▽
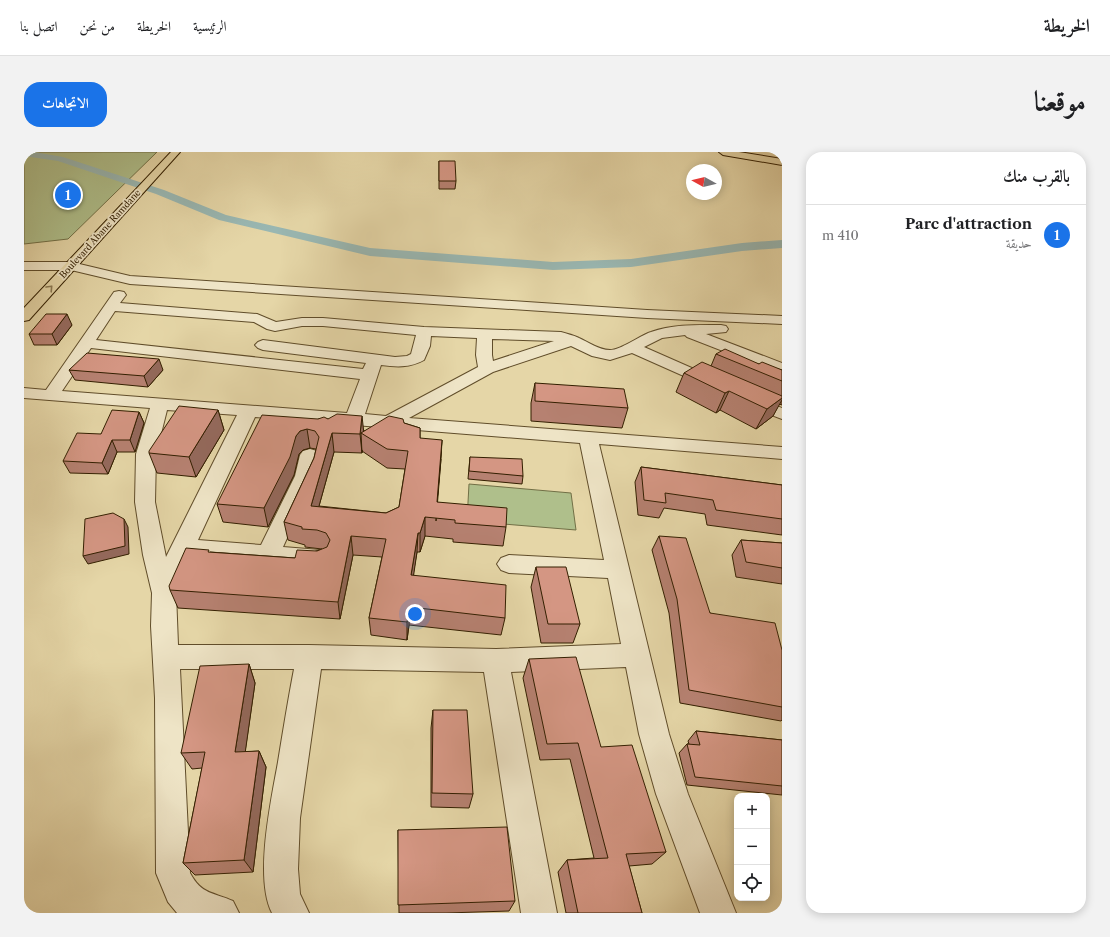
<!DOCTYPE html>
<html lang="ar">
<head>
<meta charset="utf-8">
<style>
	body { margin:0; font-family:"Libre Caslon Text",Amiri,serif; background:#f2f2f2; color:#202124; direction:rtl }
	.controls { position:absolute; right:12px; bottom:12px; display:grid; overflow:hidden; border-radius:8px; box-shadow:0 2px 10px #0003 }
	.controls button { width:36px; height:36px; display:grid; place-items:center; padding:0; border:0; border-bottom:1px solid #e0e0e0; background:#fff; color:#202124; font:20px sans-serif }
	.compass { position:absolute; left:662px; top:12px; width:36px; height:36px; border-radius:50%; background:#fff; box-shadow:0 2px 10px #0003; rotate:278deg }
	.you { position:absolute; left:391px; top:462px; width:14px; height:14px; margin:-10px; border:3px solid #fff; border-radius:50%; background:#1a73e8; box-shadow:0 0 0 6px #1a73e833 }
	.badge { display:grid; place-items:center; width:26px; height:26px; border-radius:50%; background:#1a73e8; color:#fff; font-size:13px; font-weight:700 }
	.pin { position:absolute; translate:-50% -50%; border:2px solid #fff; box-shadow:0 1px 4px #0006 }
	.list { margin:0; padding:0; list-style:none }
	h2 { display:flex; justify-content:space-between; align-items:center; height:52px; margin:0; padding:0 16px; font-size:17px }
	h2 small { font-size:13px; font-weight:400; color:#757577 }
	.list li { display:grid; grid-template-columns:26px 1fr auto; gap:12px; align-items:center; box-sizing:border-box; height:60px; padding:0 16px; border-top:1px solid #e0e0e0 }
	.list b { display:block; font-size:15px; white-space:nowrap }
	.list p { margin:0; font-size:13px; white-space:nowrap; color:#757577 }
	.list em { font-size:13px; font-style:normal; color:#757577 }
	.icon { flex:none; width:22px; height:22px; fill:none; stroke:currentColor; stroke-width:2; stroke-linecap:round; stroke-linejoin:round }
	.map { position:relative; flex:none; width:758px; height:761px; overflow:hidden; direction:ltr; border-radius:16px }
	header { display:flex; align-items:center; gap:24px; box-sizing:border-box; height:56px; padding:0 20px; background:#fff; border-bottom:1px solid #e0e0e0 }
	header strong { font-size:19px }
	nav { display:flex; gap:22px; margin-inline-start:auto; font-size:14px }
	.intro { display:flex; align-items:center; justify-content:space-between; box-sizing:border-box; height:96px; padding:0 24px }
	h1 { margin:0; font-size:28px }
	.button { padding:10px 18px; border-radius:16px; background:#1a73e8; color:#fff; font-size:14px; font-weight:700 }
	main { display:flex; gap:24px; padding:0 24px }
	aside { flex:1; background:#fff; border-radius:16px; box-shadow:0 2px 10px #0003 }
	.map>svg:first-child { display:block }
	.green { fill:#afbf8b; stroke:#716f46 }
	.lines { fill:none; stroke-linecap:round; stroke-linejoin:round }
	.canal { fill:#99b7b2; fill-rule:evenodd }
	.minor-casing { stroke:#604d2a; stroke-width:2 }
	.major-casing { stroke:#331f00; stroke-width:2 }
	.highway-casing { stroke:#331f00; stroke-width:2 }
	.minor { fill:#eee4c6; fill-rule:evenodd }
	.major { fill:#e5d6a7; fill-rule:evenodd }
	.highway { fill:#e5d6a7; fill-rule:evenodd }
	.wall { fill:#b68171; stroke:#331f00; fill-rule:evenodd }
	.shaded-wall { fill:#94695c; stroke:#331f00 }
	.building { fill:#d49683; stroke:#331f00 }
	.oneway { stroke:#8c7a54 }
	.labels { text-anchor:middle; stroke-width:3.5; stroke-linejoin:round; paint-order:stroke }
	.far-street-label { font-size:9px; fill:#331f00; stroke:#eee4c6 }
</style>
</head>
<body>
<header>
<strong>الخريطة</strong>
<nav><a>الرئيسية</a><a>الخريطة</a><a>من نحن</a><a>اتصل بنا</a></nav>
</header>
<div class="intro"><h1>موقعنا</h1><a class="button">الاتجاهات</a></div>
<main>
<aside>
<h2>بالقرب منك<small></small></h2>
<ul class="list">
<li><span class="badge">1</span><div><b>Parc d'attraction</b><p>حديقة</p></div><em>410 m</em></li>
</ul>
</aside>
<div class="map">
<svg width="758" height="761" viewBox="0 0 758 761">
	<rect width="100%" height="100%" fill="#e5d6a7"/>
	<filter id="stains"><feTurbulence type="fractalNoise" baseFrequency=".005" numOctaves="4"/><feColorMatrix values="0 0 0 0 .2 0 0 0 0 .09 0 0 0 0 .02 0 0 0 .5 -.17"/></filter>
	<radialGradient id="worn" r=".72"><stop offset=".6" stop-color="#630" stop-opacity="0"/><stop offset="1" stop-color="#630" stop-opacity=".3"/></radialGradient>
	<path class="green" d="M 0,0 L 133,0 L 44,87 L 0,92 Z
		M 445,332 L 547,341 L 552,378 L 443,369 Z"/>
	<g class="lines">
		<path class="canal" d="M 0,0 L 10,0 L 39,5 L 140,38 L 202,63 L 346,96 L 529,110 L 607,107 L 718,91 L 758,88 L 758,96 L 718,99 L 607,115 L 529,118 L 346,104 L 195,68 L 132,42 L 34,9 L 0,4 Z"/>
		<defs>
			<path id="minor" d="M 0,110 L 47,110 L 106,124 L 623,158 L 758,164 L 758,172 L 623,166 L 106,132 L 47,118 L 0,118 Z
				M 95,139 L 100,140 L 102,143 L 96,151 L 233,162 L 252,170 L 278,166 L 299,166 L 400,175 L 537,180 C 543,182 549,183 555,186 C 564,190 575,198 586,198 C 597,198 615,184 627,180 C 649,172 674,173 697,173 L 702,174 L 704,177 L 702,180 L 682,182 L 758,211 L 758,222 L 663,185 L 661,183 L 638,186 L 620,195 L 695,228 L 697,232 L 695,236 L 689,237 L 608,201 L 586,208 L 568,204 L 547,194 L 469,220 L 385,266 L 758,295 L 758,307 L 575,292 L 645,582 L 664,642 L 712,761 L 676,761 L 632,642 L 615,582 L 602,515 L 487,520 L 533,761 L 497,761 L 460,520 L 297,517 L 276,666 L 274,717 L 276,742 L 285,761 L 248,761 C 230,726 247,649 254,610 C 259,579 264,548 270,517 L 156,517 L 166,721 C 178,743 189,740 209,749 L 215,761 L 153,761 L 144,750 L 132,721 L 131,546 L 127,474 L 128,441 L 119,403 L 111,350 L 112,302 L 126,256 L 0,246 L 0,236 L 22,238 L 90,140 ZM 91,159 L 230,170 L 243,177 L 251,179 L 278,174 L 299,174 L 392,183 L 387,202 L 383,204 L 371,205 L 239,188 L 234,190 L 231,193 L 234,196 L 239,198 L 342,211 L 339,217 L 72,188 ZM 407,184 L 453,186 L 452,203 L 454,215 L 362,264 L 341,262 L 357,213 C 372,215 386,216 400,208 L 406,194 ZM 468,187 L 530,189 L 469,209 L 468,203 ZM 67,196 L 336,227 L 323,261 L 38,239 ZM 143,258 L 213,263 L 142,405 L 131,350 L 132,302 ZM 231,265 L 556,291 L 580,408 L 485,403 L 477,406 L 473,412 L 477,418 L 485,421 L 584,426 L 597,492 L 472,497 L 285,493 L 154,493 L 152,441 L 157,421 L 166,404 L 296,416 L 304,413 L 307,407 L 304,401 L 296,398 L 259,395 L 291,324 L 296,303 L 293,299 L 286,297 L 279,299 L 276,303 L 271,324 L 237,393 L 174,388 Z
				M 724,243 L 758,256 L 758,267 L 718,252 L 715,248 L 718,244 Z"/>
			<path id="major" d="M 147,0 L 156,0 L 5,168 L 0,169 L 0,156 Z"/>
			<path id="highway" d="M 695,0 L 715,0 L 758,7 L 758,13 L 699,3 Z"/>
		</defs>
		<use href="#minor" class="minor-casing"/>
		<use href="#major" class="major-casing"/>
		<use href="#highway" class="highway-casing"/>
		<use href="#minor" class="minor"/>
		<use href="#major" class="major"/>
		<use href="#highway" class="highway"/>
	</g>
	<path class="wall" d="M 415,9 L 432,29 L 431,37 L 415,37 Z
		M 48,173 L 33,193 L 10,193 L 5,182 Z
		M 692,202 L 735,212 L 758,218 L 758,253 L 755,252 L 749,264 L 732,277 L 696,258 L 692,261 L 652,240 L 660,221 L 687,214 Z
		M 45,218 L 139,218 L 124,235 L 51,228 Z
		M 511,231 L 604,256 L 598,276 L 507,269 L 507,251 Z
		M 194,258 L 200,278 L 172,325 L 133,321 L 125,301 Z
		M 115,260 L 120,271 L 111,300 L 93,300 L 84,322 L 46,321 L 39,309 L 77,282 Z
		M 294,267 L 304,267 L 339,279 L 380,271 L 396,276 L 396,286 L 417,307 L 413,350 L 482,375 L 479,394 L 429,390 L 429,387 L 401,384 L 396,400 L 393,400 L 389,423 L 481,466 L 477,483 L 385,473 L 383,488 L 347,483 L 345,466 L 358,405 L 329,403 L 316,467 L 154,456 L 146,438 L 186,400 L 271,406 L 298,397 L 281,395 L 281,393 L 264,388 L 260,370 L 290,306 L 292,297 L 286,296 L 279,298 L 275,302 L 270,323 L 244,375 L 199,370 L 193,352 ZM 338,298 L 338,299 L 363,316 L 381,317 L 375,355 L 362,361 L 295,354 L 310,300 L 338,301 Z
		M 446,305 L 499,324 L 498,332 L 444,327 Z
		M 617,315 L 758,333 L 758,383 L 683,373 L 681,362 L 640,356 L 635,366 L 614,363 L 611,330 Z
		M 635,384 L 686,461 L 758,498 L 758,568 L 757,569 L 656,551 L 645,461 L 628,398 Z
		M 717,388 L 758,391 L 758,432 L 712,425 L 708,403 Z
		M 512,415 L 556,472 L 549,491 L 517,491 L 507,435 Z
		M 505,507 L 577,595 L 642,700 L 628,712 L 605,714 L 618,761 L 542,761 L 534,720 L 543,708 L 570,706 L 546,607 L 516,608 L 499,526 Z
		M 225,512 L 231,531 L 221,600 L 235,599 L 242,615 L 229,720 L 171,723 L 159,711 L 178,616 L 168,617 L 157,601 Z
		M 409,558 L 449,642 L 445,656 L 407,655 L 407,576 Z
		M 672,579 L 758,588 L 758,643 L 663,633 L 655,601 L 663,592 L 665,592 L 664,589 Z
		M 374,678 L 491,749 L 485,759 L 422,761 L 375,761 Z"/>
	<path class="shaded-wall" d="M 43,162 L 48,173 L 33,193 L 28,182 Z
		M 135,207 L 139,218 L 124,235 L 120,224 Z
		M 705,239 L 696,258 L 692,261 L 701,241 Z
		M 758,246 L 758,248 L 749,264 L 732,277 L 743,257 Z
		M 194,258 L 200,278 L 172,325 L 165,305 Z
		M 115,260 L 120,271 L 111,300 L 106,288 Z
		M 338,264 L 340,282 L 337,281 L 338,301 L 336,282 Z
		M 283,277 L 286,296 L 279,298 L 275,302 L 270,323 L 244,375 L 240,356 L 272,284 L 276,279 Z
		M 308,281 L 310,300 L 290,372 L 287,354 Z
		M 88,288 L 93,300 L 84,322 L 78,311 Z
		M 418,288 L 417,307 L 412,369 L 413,350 Z
		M 401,365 L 401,384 L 396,400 L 396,381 Z
		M 100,367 L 104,375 L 105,402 L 64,412 L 59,404 Z
		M 394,381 L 393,400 L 387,441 L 387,423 Z
		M 327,384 L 329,403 L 316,467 L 314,450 Z
		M 386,455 L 385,473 L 383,488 L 383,470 Z
		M 225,512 L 231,531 L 219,616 L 211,600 Z
		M 235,599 L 242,615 L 229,720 L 220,708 Z"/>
	<path class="building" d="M 415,9 L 431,9 L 432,29 L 415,29 Z
		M 22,162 L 43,162 L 28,182 L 5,182 Z
		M 701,197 L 735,212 L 738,210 L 758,218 L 758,229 L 692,202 Z
		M 63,201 L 135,207 L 120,224 L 45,218 Z
		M 678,210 L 758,244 L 758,246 L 743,257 L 705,239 L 701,241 L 660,221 Z
		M 511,231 L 600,237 L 604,256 L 511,249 Z
		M 155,254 L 194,258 L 165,305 L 125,301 L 125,299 Z
		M 88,258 L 115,260 L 106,288 L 88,288 L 78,311 L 39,309 L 53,281 L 77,282 Z
		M 313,262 L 338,264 L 336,282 L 308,281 L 287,354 L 362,361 L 375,355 L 384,299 L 363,297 L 337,281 L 365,264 L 379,267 L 380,271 L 396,276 L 396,286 L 418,288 L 413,350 L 483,356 L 482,375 L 431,371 L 431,368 L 401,365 L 396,381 L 394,381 L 387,423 L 482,433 L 481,466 L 386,455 L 383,470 L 345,466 L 362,387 L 327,384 L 314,450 L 146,438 L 145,434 L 162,396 L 185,398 L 184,400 L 271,406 L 273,398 L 293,399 L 303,395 L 306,388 L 302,381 L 293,378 L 278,377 L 278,375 L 260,370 L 290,306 L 295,285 L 291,279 L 283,277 L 276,279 L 272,284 L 266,305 L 240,356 L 193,352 L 238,263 L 294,267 L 300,265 L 304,267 Z
		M 446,305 L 498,307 L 499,324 L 445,319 Z
		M 617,315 L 758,333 L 758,367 L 692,358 L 689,348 L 641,341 L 642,351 L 620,348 Z
		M 89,361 L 100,367 L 101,394 L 59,404 L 61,367 Z
		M 635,384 L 662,386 L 686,461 L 751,471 L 758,498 L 758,555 L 665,538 L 653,447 Z
		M 717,388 L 758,391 L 758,416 L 722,410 Z
		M 512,415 L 542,415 L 556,472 L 524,472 Z
		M 552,505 L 577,595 L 608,593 L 642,700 L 602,702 L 618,761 L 554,761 L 543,708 L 584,706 L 554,591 L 523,592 L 505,507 Z
		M 225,512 L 211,600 L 235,599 L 220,708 L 159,711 L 181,600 L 157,601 L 176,514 Z
		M 409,558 L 443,558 L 449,642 L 408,641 Z
		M 672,579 L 758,588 L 758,634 L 671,625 L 663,592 L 676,593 Z
		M 483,675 L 491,749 L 374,753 L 374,678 Z"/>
	<defs><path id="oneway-chevron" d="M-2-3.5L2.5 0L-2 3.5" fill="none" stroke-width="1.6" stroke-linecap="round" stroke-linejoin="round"/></defs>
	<use class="oneway" href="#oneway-chevron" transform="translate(26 136) rotate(-47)"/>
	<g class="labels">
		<g class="far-street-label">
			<text transform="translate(76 82) rotate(-48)" y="3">Boulevard Abane Ramdane</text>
		</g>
	</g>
	<rect width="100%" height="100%" filter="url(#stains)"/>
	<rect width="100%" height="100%" fill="url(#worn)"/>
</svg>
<div class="controls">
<button>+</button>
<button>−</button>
<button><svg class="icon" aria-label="locate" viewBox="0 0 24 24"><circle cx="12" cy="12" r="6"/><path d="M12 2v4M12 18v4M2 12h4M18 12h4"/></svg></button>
</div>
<svg class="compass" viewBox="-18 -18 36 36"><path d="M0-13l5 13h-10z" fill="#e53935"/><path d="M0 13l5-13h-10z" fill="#757577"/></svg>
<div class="you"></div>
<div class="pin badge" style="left:44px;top:43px">1</div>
</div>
</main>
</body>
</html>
△
Work order: In the data above, how many lines contain the word "worn"? Write the number only.

Expected answer: 2